Based on the information provided, we conclude (i) that the Arrangement would potentially generate prohibited remuneration under the anti-kickback statute, if the requisite intent to induce referrals were present, but that, based on the totality of the facts present in the Arrangement as described and certified in the request letter and supplemental submissions, the OIG will not subject the Coalition to sanctions for violations of the anti-kickback statute under sections 1128(b)(7) or 1128A(a)(7) of the Act; and (ii) that the OIG will not subject the Coalition to sanctions under section 1128A(a)(5) of the Act in connection with the Arrangement as described and certified in the request letter and supplemental submissions.
The limitations applicable to this opinion include the following:
This opinion is also subject to any additional limitations set forth at 42 C.F.R. Part 1008.
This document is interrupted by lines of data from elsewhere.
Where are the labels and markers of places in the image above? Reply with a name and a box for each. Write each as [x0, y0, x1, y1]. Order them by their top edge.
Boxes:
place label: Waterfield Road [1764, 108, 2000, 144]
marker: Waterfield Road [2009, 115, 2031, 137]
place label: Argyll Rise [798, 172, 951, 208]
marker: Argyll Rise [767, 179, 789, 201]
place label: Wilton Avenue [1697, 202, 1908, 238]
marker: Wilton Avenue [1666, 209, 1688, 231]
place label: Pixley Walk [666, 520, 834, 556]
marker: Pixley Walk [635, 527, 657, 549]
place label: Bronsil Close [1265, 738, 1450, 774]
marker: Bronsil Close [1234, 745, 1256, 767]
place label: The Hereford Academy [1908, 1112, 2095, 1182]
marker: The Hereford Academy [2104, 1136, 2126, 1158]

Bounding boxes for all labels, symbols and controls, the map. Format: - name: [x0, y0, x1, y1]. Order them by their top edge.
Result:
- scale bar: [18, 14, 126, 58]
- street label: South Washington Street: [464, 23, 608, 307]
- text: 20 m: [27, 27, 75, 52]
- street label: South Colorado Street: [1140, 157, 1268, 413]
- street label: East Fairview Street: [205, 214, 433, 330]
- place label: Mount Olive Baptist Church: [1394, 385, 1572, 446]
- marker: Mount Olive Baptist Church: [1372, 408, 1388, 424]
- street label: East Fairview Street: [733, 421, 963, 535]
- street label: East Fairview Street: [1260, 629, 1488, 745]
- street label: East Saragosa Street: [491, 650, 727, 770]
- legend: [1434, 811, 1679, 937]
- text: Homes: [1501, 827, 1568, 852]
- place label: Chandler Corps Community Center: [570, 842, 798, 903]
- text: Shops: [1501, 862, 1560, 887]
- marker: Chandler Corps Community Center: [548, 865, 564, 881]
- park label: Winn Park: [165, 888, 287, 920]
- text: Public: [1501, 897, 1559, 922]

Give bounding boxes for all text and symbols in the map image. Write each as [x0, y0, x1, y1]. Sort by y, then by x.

The OIG will not proceed against the requester with respect to any action that is part of the Arrangement taken in good faith reliance upon this advisory opinion as long as all of the material facts have been fully, completely, and accurately presented, and the Arrangement in practice comports with the information provided. The OIG reserves the right to reconsider the questions and issues raised in this advisory opinion and, where the public interest requires, rescind, modify, or terminate this opinion. In the event that this advisory opinion is modified or terminated, the OIG will not proceed against the requester with respect to any action taken in good faith reliance upon this advisory opinion, where all of the relevant facts were fully, completely, and accurately presented, and where such action was promptly discontinued upon notification of the modification or termination of this advisory opinion. An advisory opinion may be rescinded only if the relevant and material facts have not been fully, completely, and accurately disclosed to the OIG.
D. McCarty Thornton
Chief Counsel to the Inspector General
1. Any qualified psychiatrist may participate in the Arrangement, although most clinicians are expected to be psychiatric residents.
2. The Coalition discloses to patients the Participating Institutions' affiliation with the Arrangement and makes the five disclosures to patients enumerated in 42 C.F.R. § 1001.952(f)(4). Although disclosures of this type are insufficient to guard against Federal health care program abuses, effective disclosures offer some protection against possible abuses of patient trust.
3. Any substantial increase in the number of referrals, particularly referrals to the Participating Institutions, could constitute a material change of fact and render this advisory opinion without force and effect.
4. If the Coalition perceives that the community's needs exceed its twenty-patient capacity, the Coalition may consider expanding the Arrangement. Any substantial increase in enrollment could constitute a material change of fact and render this advisory opinion without force and effect.
5. Because both the criminal and administrative sanctions related to the anti-kickback implications of the Arrangement are based on violations of the anti-kickback statute, the analysis for purposes of this advisory opinion is the same under both.